Hu Mei (director)
Hu Mei is a Chinese film director, television director and producer.
Education
Hu was an actress in the Modern Drama Troupe of the General Political Division of the People's Liberation Army. Her father was a conductor and mother was a singer. Hu was trained to play the piano from a very young age. When the Beijing Film Academy reopened in 1978, she enrolled for the directing class under her father's encouragement. Usually classed as a Fifth Generation director, since she graduated from the Directors' class of the 1982 Beijing Film Academy cohort, she is a classmate of famous Fifth Generation directors such as Chen Kaige and Tian Zhuangzhuang.Hu nearly went to France to pursue a Ph.D. in film, but abandoned the idea at the last minute.
Work
After graduation, she was assigned to the Bayi Film Studio. In 1984, she made her first film Women's Chamber.
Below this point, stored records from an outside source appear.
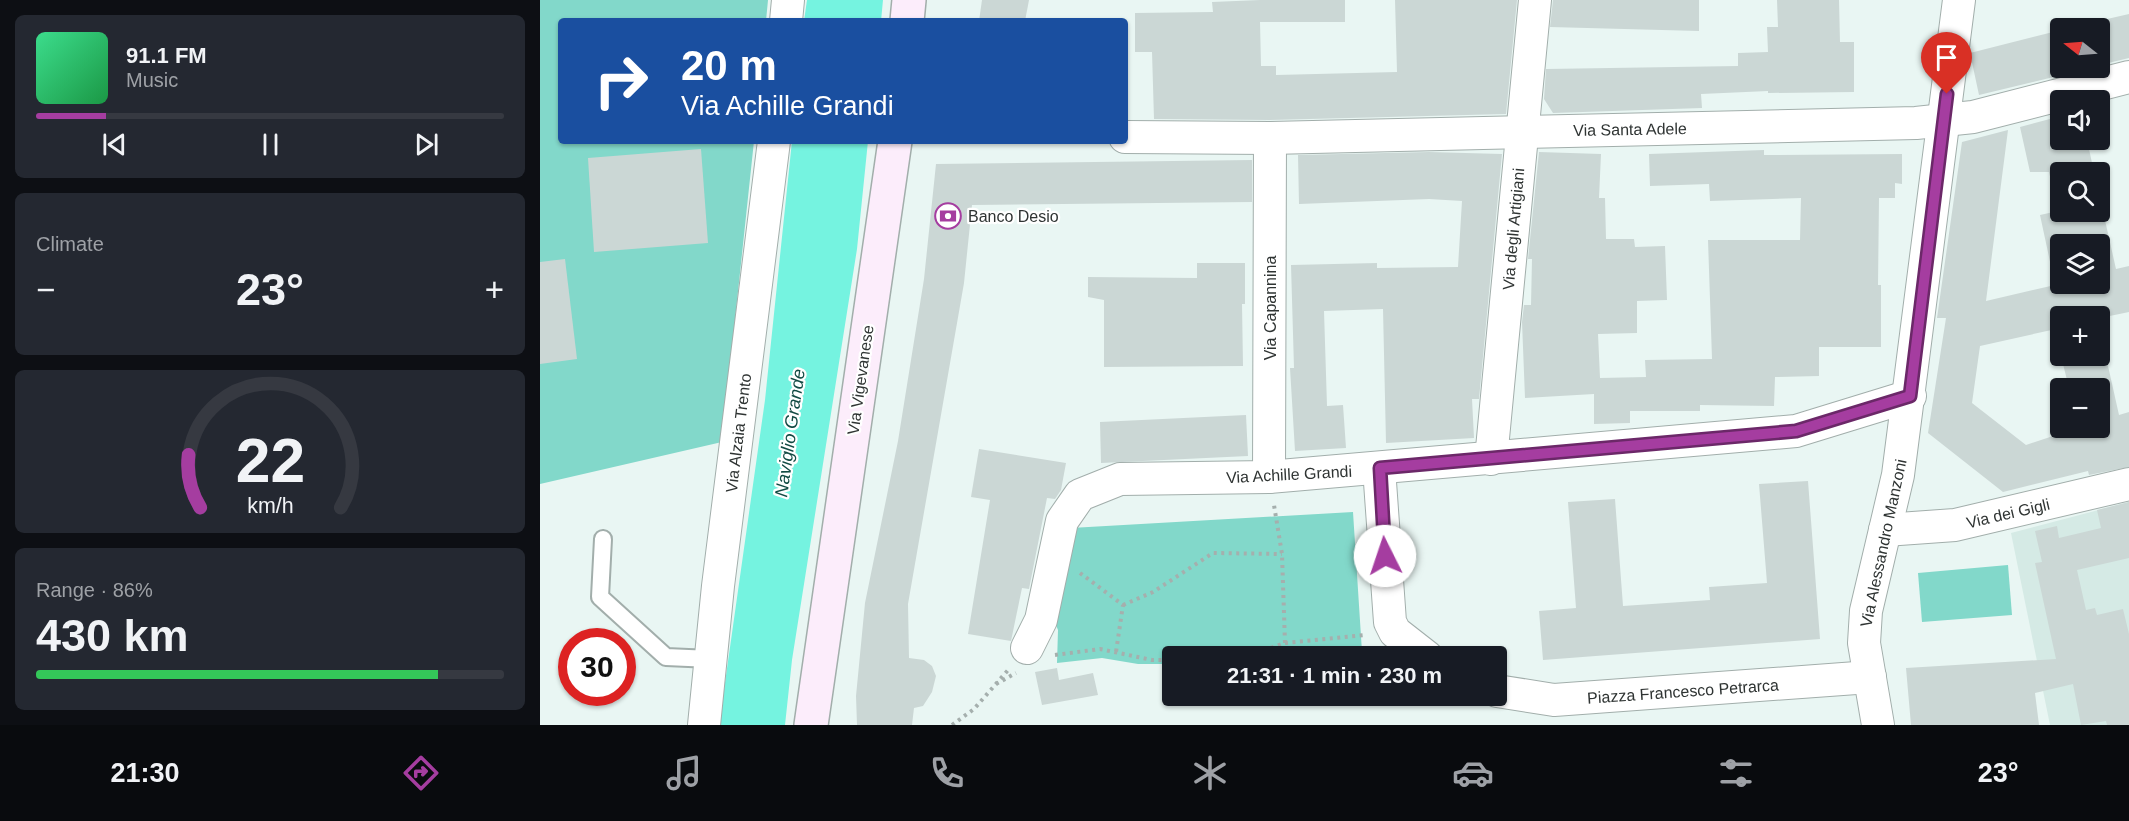 <!DOCTYPE html>
<html lang="en">
<head>
<meta charset="utf-8">
<style>
  body { margin:0; font-family:Helvetica,sans-serif; background:#242831; color:#f1f3f6; height:100vh; display:flex; flex-direction:column; font-size:22px; white-space:nowrap }
  * { box-sizing:border-box; margin:0 }
  p { font-size:20px; color:#9ea1a6 }
  .icon { flex:none; width:33px; height:33px; fill:none; stroke:currentColor; stroke-width:2; stroke-linecap:round; stroke-linejoin:round }
  .map { position:relative; flex:1; overflow:hidden }
  .panel { display:flex; flex-direction:column; gap:15px; padding:15px; background:#0d0f14; width:540px }
  .panel>* { flex:none }
  .guide { position:absolute; left:18px; top:18px; width:570px; height:126px; border-radius:6px; box-shadow:0 2px 4px #0004; background:#1a4fa0; color:#fff; overflow:hidden }
  .needle { width:39px; rotate:287deg }
  .fabs { position:absolute; left:1510px; top:18px; display:grid; gap:12px }
  .fabs a { display:grid; place-items:center; width:60px; height:60px; border-radius:6px; background:#171b24; box-shadow:0 2px 4px #0004; font-size:30px }
  .speed { position:absolute; left:18px; top:628px; display:flex; gap:12px; font-size:30px; font-weight:700; text-align:center }
  .speed>* { display:grid; place-content:center; width:78px; height:78px; border-radius:50%; background:#171b24; box-shadow:0 2px 4px #0004; line-height:1 }
  .speed .limit { border:9px solid #d22; background:#fff; color:#111 }
  .pin { position:absolute; display:grid; place-items:center; width:51px; height:51px; color:#fff; margin:-62px -26px; border-radius:50% 50% 50% 0; rotate:-45deg; box-shadow:0 0 6px #0007 }
  .pin .icon { rotate:45deg }
  .me { position:absolute; width:66px; margin:-33px; rotate:356deg; stroke-linejoin:round; filter:drop-shadow(0 0 4px #0008) }
  .turn { display:flex; align-items:center; gap:21px; height:126px; padding:0 24px; font-size:27px }
  .turn .icon { width:78px; height:78px; stroke-width:2.5 }
  .turn b { display:block; font-size:42px; line-height:51px }
  .big { font-size:45px; font-weight:600; line-height:1.1 }
  .panel .card { flex:1; display:flex; flex-direction:column; justify-content:center; gap:9px; min-width:0; padding:0 21px; border-radius:9px; background:#242831 }
  .panel .dial { align-items:center; gap:0 }
  .dial svg { height:156px; overflow:visible; fill:none; stroke:#363941; stroke-width:7; stroke-linecap:round; text-anchor:middle }
  .dial text { fill:#f1f3f6; stroke:none }
  .song { display:flex; align-items:center; gap:18px }
  .cover { width:72px; height:72px; border-radius:9px; background:linear-gradient(135deg,hsl(150 70% 55%),hsl(140 70% 35%)) }
  .played { height:6px; border-radius:3px; background:linear-gradient(90deg,#a53da0 15%,#363941 15%) }
  .keys { display:flex; justify-content:space-around; direction:ltr }
  .heat { display:flex; justify-content:space-between; align-items:center; font-size:33px; direction:ltr }
  .charge { height:9px; border-radius:4px; background:linear-gradient(90deg,#34c759 86%,#363941 0) }
  .trip { position:absolute; left:622px; top:646px; width:345px; height:60px; border-radius:6px; background:#171b24; box-shadow:0 2px 4px #0004; font-weight:600; line-height:60px; text-align:center }
  .tabs { display:flex; height:96px; justify-content:space-around; align-items:center; background:#090b0e; color:#9ea1a6 }
  .tabs .icon { width:42px; height:42px }
  .tabs .selected { color:#a53da0 }
  .tabs b { font-size:27px; color:#f1f3f6 }
  main { display:flex; flex:1; min-height:0 }
  .map>svg:first-child { display:block }
  .built { fill:#d5eae5 }
  .green { fill:#82d8ca }
  .water { fill:#75f3e0 }
  .building { fill:#cbd7d5; fill-rule:evenodd }
  .lines { fill:none; stroke-linecap:round; stroke-linejoin:round }
  .service-casing { stroke:#a2aeab; stroke-width:20 }
  .minor-casing { stroke:#a2aeab; stroke-width:34 }
  .secondary-casing { stroke:#a2aeab; stroke-width:36 }
  .path { stroke:#a5afad; stroke-width:4; stroke-dasharray:3 4.5; stroke-linecap:butt }
  .service { stroke:#fff; stroke-width:16 }
  .minor { stroke:#fff; stroke-width:32 }
  .secondary { stroke:#fcedfb; stroke-width:33 }
  .route-casing { stroke:#6b2868; stroke-width:15 }
  .route { stroke:#a53da0; stroke-width:10 }
  .labels { text-anchor:middle; stroke-width:4.5; stroke-linejoin:round; paint-order:stroke }
  .street-label { font-size:16px; fill:#2f3433; stroke:#fff }
  .poi-label { font-size:16px; fill:#2f3433; stroke:#fff; text-anchor:start }
  .water-label { font-size:18px; font-style:italic; fill:#134b44; stroke:#fff }
</style>
</head>
<body>
<main>
<section class="panel">
<div class="card">
<div class="song"><i class="cover"></i><div><b>91.1 FM</b><p>Music</p></div></div>
<div class="played"></div>
<div class="keys"><svg class="icon" aria-label="previous" viewBox="0 0 24 24"><path d="M18 5L8 12l10 7zM5 5v14"/></svg><svg class="icon" aria-label="pause" viewBox="0 0 24 24"><path d="M8 5v14M16 5v14"/></svg><svg class="icon" aria-label="next" viewBox="0 0 24 24"><path d="M6 5l10 7-10 7zM19 5v14"/></svg></div>
</div>
<div class="card"><p>Climate</p>
<div class="heat"><a>−</a><b class="big">23°</b><a>+</a></div>
</div>
<div class="card dial"><svg viewBox="0 0 100 80">
<path d="M14 69A42 42 0 1 1 86 69"/>
<path d="M14 69A42 42 0 0 1 8 42" stroke="#a53da0"/>
<text x="50" y="56" font-size="32" font-weight="700">22</text>
<text x="50" y="72" font-size="11">km/h</text>
</svg></div>
<div class="card"><p>Range · 86%</p><b class="big">430 km</b><div class="charge"></div></div>
</section>
<div class="map">
<svg width="1589" height="725" viewBox="0 0 1589 725">
  <rect width="100%" height="100%" fill="#e9f6f3"/>
  <path class="built" d="M1589 502V725H1510L1471 533Z"/>
  <g class="green">
    <path d="M0 0H228L226 21H21V141H214L182 442 0 484Z"/>
    <path d="M813 512 822 652 735 651 703 657H633V664H598L562 658 517 663 518 630 513 618 531 528Z"/>
    <path d="M1468 565 1472 615 1382 622 1378 573Z"/>
  </g>
  <g class="water">
    <path d="M267 0H343L341 21H264Z"/>
    <path d="M252 141H328L317 249 252 660 245 725H179L225 400Z"/>
  </g>
  <g class="building">
    <path d="M442 0H489L485 21H439Z"/>
    <path d="M720 0H805V22H720L721 66H736V75L857 72 855 0H977L966 114 730 120 614 119 612 52H595V13L673 12 672 2Z"/>
    <path d="M1013 0H1159V31L1010 27Z"/>
    <path d="M1237 0H1299L1300 42H1314V92L1228 93V91L1161 94 1162 108 1013 113 1004 99 1006 69 1198 66V53L1228 52 1227 27H1238Z"/>
    <path d="M1589 14V58L1560 65V28H1528Z"/>
    <path d="M1521 30V68H1551L1439 95 1430 53Z"/>
    <path d="M1521 116V140H1547L1554 172H1521V212H1560V198L1576 269 1589 266V312L1560 318 1521 316V354L1516 329 1440 346 1432 403 1486 445 1537 428H1560V388H1529L1521 356H1560V330L1579 415 1589 412V467L1549 475 1548 471 1463 492 1388 433 1406 318H1397L1422 142 1468 130 1446 301 1515 285 1500 215 1518 211 1509 172H1490L1480 127ZM1521 244H1560V284H1521Z"/>
    <path d="M161 149 168 243 54 252 48 158Z"/>
    <path d="M1224 150V155L1362 154V184L1355 183V198H1339L1338 285H1341V347H1279V376L1235 377 1234 406 1160 405V411H1090V423L1054 424V394L985 398 982 322 984 305H991L992 259H988L999 152 1061 154 1059 198H1065L1066 239H1094L1095 247 1125 246 1127 300 1097 301V333L1058 334 1060 378 1106 377 1105 360 1172 359 1168 240H1260L1261 198 1170 201 1169 184 1110 186 1109 154Z"/>
    <path d="M889 152 962 154 939 399H932L934 438 846 443 843 309 784 311 787 406 803 405 806 448 755 451 750 368H754L751 265 837 263V268L918 267 922 201 889 199 759 204 758 155Z"/>
    <path d="M712 160V202L432 205 424 283 368 604 369 658 384 660 392 666 396 676 392 692 383 706 374 708 372 725H317L316 696 325 603 358 441 384 279 396 164Z"/>
    <path d="M25 259 37 359 0 364V262Z"/>
    <path d="M657 263H705V304H702L703 366 564 367V300L548 297V277L657 278Z"/>
    <path d="M706 415 708 456 561 463 560 422Z"/>
    <path d="M439 449 526 463 521 490 515 499 507 498 489 589 482 588 471 641 428 634 450 500 431 497Z"/>
    <path d="M1268 481 1280 639 1003 660 999 611 1036 608 1028 502 1075 499 1083 606 1170 600 1169 587 1227 583 1219 484Z"/>
    <path d="M1589 502V558L1537 570 1546 610 1555 608 1557 615 1583 609 1589 634V725H1567L1566 721 1541 725 1533 684 1495 693 1499 725H1371L1366 668 1516 659 1495 563 1502 562 1495 531 1517 526 1519 538 1561 528 1557 510Z"/>
    <path d="M517 668 519 680 553 673 558 695 502 705 495 672Z"/>
  </g>
  <g class="lines">
    <g class="service-casing">
      <path id="service" d="M63 539 60 597 126 657 171 659"/>
    </g>
    <g class="minor-casing">
      <g id="minor">
        <path d="M246 21 248 0"/>
        <path d="M585 137 730 138 1376 123 1433 117 1589 77"/>
        <path d="M951 459 995 0"/>
        <path d="M839 468 850 622 855 632 887 657"/>
        <path d="M729 477 730 138"/>
        <path d="M1345 530 1415 525 1589 484"/>
        <path d="M487 648 501 620 522 521 540 495 580 479 729 477 1256 431 1370 396"/>
        <path d="M957 691 1014 700 1330 677"/>
        <path d="M164 725 178 586 234 141"/>
        <path d="M1338 725 1324 643 1326 611 1358 475 1419 0"/>
      </g>
    </g>
    <g class="secondary-casing">
      <g id="secondary">
        <path d="M367 21 369 0"/>
        <path d="M271 725 355 141"/>
      </g>
    </g>
    <g class="path">
      <path d="M540 573 583 605 576 652"/>
      <path d="M583 605 613 592 673 553 742 554"/>
      <path d="M745 643 825 635"/>
      <path d="M515 655 560 649 612 660H633"/>
      <path d="M687 657 713 654 745 643 742 554 734 505"/>
      <path d="M456 684 476 673"/>
      <path d="M412 725 434 709 469 669"/>
    </g>
    <use href="#service" class="service"/>
    <use href="#minor" class="minor"/>
    <use href="#secondary" class="secondary"/>
  </g>
  <g class="lines">
    <g class="route-casing">
      <path id="route" d="M845 556 840 468 1256 431 1370 396 1407 94"/>
    </g>
    <use href="#route" class="route"/>
  </g>
  <defs>
    <g id="bank-ring" transform="scale(1.35)"><circle r="9.5" fill="#fff" stroke="#a53da0" stroke-width="1.5"/><path d="M-6-4H6V4H-6ZM0-2.3a2.3 2.3 0 1 0 0 4.6a2.3 2.3 0 1 0 0-4.6Z" fill="#a53da0"/></g>
  </defs>
  <g fill-rule="evenodd">
    <use href="#bank-ring" x="408" y="216"/>
  </g>
  <g class="labels">
    <g class="street-label">
      <text transform="translate(1090 129) rotate(-1)" y="6">Via Santa Adele</text>
      <text transform="translate(973 229) rotate(-85)" y="6">Via degli Artigiani</text>
      <text transform="translate(730 308) rotate(-90)" y="6">Via Capannina</text>
      <text transform="translate(320 380) rotate(-82)" y="6">Via Vigevanese</text>
      <text transform="translate(198 433) rotate(-83)" y="6">Via Alzaia Trento</text>
      <text transform="translate(749 474) rotate(-3)" y="6">Via Achille Grandi</text>
      <text transform="translate(1468 513) rotate(-13)" y="6">Via dei Gigli</text>
      <text transform="translate(1343 543) rotate(-78)" y="6">Via Alessandro Manzoni</text>
      <text transform="translate(1143 691) rotate(-4)" y="6">Piazza Francesco Petrarca</text>
    </g>
    <g class="poi-label">
      <text x="428" y="222">Banco Desio</text>
    </g>
    <g class="water-label">
      <text transform="translate(250 433) rotate(-82)" y="6">Naviglio Grande</text>
    </g>
  </g>
</svg>
<div class="fabs">
<a><svg class="needle" viewBox="-14 -14 28 28"><path d="M0-13l5 13h-10z" fill="#e53935"/><path d="M0 13l5-13h-10z" fill="#9ea1a6"/></svg></a>
<a><svg class="icon" aria-label="sound" viewBox="0 0 24 24"><path d="M4 9h4l5-4v14l-5-4H4zM17 9q2 3 0 6"/></svg></a>
<a><svg class="icon" aria-label="search" viewBox="0 0 24 24"><circle cx="10" cy="10" r="6"/><path d="M15 15l6 6"/></svg></a>
<a><svg class="icon" aria-label="layers" viewBox="0 0 24 24"><path d="M12 4l9 5-9 5-9-5zM3 14l9 5 9-5"/></svg></a>
<a>+</a>
<a>−</a>
</div>
<div class="speed"><div class="limit">30</div></div>
<div class="pin" style="left:1407px;top:94px;background:#d93025"><svg class="icon" aria-label="arrive" viewBox="0 0 24 24"><path d="M6 21V4h12l-3 4 3 4H6"/></svg></div>
<svg class="me" style="left:845px;top:556px" viewBox="-20 -20 40 40"><circle r="19" fill="#fff"/><path d="M0-13L10 11 0 6-10 11z" fill="#a53da0"/></svg>
<div class="trip">21:31 · 1 min · 230 m</div>
<div class="guide">
<div class="turn"><svg class="icon" aria-label="right" viewBox="0 0 24 24"><path d="M7 20v-9h11M14 6l5 5-5 5"/></svg><div><b>20 m</b>Via Achille Grandi</div></div>
</div>
</div>
</main>
<nav class="tabs">
<b>21:30</b>
<svg class="icon selected" aria-label="directions" viewBox="0 0 24 24"><path d="M12 3l9 9-9 9-9-9zM9 14v-3h6M13 9l2 2-2 2"/></svg>
<svg class="icon" aria-label="music" viewBox="0 0 24 24"><path d="M9 18V5l10-2v13"/><circle cx="6" cy="18" r="3"/><circle cx="16" cy="16" r="3"/></svg>
<svg class="icon" aria-label="phone" viewBox="0 0 24 24"><path d="M5 4h4l2 5-3 2q2 4 5 5l2-3 5 2v4C11 20 4 13 5 4z"/></svg>
<svg class="icon" aria-label="climate" viewBox="0 0 24 24"><path d="M12 3v18M4 7l16 10M4 17L20 7"/></svg>
<svg class="icon" aria-label="car" viewBox="0 0 24 24"><path d="M5 17H2v-5l4-1 3-4h7l3 4 3 1v5h-3M9 17h6M6 11h13"/><circle cx="7" cy="17" r="2"/><circle cx="17" cy="17" r="2"/></svg>
<svg class="icon" aria-label="filters" viewBox="0 0 24 24"><path d="M4 7h16M4 17h16"/><circle cx="9" cy="7" r="2"/><circle cx="15" cy="17" r="2"/></svg>
<b>23°</b>
</nav>
</body>
</html>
Two years later, her film Times Away from War, which is said to be the first Chinese psychological film, won her a number of international awards.She spent nearly ten years shooting television commercials. She also started directing more commercialized films. Yongzheng Dynasty was her first major successful television series. Since then, she is considered a top-tiered television series director in China.
The historical television series Yongzheng Dynasty, which she directed in 1997, received critical acclaim in mainland China. She has since directed a number of television series, including The Emperor in Han Dynasty, Qiao's Grand Courtyard, and Cao Cao.
Am anderen Ende der Brücke '''', a love story between an Austrian woman and a Chinese trainee police officer, meeting in Vienna in 1931, was produced in collaboration with ORF in 2002.
Her film Confucius, starring Chow Yun-fat as the eponymous character, was released in Beijing on 14 January 2010. In 2019, Hu won the Best Director award for Enter The Forbidden City at the Chinese American Film Festival in Los Angeles.
Hu Mei was initially selected to direct a television series adaptation of Cao Xueqin's 18th-century seminal novel, A Dream of the Red Chamber, but clashed with the producers over the cast selection, and was replaced by Li Shaohong in October 2007. Her own version of The Dream of the Red Chamber officially started production in 2017 and was released in China in 2024. Hu Mei wanted to add a modern perspectives and regenerate attention to the classic novel.